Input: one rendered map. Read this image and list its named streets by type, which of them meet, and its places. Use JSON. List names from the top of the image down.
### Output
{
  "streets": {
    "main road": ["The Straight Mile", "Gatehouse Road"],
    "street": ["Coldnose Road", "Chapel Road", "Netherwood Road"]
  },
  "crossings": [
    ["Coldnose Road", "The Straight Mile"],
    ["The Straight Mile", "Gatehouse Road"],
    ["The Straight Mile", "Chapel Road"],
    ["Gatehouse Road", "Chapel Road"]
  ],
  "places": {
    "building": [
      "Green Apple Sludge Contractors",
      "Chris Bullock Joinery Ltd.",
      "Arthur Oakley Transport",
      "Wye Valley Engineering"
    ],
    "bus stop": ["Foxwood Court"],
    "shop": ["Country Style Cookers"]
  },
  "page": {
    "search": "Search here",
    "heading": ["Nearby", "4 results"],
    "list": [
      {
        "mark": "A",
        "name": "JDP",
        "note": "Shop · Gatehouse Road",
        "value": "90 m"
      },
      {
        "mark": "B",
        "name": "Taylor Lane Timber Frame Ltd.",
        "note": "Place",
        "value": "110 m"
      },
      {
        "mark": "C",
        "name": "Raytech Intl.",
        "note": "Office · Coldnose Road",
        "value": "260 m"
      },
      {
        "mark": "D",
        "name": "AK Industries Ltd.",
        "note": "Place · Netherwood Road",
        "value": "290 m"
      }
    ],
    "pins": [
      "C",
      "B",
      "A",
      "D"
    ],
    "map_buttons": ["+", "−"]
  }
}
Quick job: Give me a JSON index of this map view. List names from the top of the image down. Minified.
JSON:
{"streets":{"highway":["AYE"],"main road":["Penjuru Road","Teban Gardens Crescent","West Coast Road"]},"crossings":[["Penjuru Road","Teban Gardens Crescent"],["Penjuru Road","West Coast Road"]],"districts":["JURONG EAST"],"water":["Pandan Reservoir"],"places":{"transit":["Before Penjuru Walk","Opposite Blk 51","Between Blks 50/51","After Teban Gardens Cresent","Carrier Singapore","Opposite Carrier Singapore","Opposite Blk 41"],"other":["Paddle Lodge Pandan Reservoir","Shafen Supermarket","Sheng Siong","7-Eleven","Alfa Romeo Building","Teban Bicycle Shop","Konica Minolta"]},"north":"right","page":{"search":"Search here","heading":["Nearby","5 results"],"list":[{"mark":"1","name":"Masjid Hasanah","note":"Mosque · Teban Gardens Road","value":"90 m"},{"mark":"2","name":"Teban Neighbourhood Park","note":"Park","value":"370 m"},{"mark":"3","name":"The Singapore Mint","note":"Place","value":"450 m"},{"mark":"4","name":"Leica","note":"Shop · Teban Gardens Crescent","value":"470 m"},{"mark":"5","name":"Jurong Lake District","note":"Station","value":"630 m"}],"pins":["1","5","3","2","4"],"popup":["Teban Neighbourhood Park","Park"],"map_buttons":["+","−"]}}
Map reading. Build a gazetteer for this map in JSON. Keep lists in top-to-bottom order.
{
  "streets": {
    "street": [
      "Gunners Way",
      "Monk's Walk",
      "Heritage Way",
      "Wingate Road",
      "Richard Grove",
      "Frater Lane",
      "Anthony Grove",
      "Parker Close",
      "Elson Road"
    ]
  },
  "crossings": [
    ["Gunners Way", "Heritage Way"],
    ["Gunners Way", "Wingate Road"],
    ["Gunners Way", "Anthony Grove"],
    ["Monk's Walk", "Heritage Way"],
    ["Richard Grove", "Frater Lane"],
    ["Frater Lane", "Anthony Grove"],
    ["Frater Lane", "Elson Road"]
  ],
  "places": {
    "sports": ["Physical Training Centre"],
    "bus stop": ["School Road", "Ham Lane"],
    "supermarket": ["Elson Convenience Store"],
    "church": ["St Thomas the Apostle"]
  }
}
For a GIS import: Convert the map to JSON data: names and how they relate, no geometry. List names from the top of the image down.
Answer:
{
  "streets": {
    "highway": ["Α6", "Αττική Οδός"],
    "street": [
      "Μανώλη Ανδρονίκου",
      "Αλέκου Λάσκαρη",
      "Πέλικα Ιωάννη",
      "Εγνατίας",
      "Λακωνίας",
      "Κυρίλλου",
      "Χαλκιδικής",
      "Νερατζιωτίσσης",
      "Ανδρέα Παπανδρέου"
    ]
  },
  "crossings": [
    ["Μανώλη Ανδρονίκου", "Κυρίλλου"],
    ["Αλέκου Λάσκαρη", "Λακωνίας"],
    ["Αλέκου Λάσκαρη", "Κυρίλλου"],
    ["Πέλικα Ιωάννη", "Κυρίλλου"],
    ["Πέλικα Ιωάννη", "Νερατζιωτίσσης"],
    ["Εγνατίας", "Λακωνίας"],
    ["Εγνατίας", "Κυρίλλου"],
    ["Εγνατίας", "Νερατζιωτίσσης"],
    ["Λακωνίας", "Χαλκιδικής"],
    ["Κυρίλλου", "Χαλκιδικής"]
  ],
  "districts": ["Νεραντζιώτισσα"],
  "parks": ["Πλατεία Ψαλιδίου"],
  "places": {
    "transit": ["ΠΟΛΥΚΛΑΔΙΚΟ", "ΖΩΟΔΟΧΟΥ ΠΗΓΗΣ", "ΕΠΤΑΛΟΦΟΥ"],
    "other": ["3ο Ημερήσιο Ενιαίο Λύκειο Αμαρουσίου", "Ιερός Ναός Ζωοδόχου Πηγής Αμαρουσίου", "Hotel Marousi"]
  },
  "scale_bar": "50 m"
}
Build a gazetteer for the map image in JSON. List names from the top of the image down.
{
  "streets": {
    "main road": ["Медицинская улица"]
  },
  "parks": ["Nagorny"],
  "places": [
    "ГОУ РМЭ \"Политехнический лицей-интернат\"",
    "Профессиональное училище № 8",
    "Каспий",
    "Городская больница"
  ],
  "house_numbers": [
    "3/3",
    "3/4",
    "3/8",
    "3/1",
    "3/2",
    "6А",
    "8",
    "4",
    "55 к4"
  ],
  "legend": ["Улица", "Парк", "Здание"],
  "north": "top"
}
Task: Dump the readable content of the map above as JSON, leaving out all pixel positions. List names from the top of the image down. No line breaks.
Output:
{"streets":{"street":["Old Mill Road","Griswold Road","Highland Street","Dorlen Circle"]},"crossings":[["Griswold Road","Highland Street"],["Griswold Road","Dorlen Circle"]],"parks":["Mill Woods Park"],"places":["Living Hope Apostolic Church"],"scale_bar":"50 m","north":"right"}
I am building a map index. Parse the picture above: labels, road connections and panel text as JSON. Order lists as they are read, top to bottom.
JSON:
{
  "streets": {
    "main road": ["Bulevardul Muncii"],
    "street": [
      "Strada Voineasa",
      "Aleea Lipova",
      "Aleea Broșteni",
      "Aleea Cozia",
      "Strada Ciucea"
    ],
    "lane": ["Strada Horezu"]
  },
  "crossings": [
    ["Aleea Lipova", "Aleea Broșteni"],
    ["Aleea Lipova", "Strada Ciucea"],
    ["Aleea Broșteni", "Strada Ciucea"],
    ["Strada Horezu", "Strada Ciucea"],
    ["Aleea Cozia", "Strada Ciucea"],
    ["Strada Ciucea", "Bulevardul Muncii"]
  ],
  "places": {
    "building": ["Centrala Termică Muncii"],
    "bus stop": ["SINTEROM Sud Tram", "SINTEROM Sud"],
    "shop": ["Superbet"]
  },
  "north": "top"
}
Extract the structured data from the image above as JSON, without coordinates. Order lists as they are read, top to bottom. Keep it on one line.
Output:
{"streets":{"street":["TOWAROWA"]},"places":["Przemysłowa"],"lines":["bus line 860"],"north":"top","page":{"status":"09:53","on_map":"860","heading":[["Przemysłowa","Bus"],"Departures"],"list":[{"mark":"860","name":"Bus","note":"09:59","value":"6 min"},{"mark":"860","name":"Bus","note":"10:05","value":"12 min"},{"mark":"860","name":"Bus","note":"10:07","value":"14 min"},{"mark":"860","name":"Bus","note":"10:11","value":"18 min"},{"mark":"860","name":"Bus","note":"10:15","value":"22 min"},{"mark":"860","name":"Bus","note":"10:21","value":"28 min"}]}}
···
Exercise directions
Where a line of the records includes "Λακωνίας", copy it.

Completed exercise
      "Λακωνίας",
    ["Αλέκου Λάσκαρη", "Λακωνίας"],
    ["Εγνατίας", "Λακωνίας"],
    ["Λακωνίας", "Χαλκιδικής"],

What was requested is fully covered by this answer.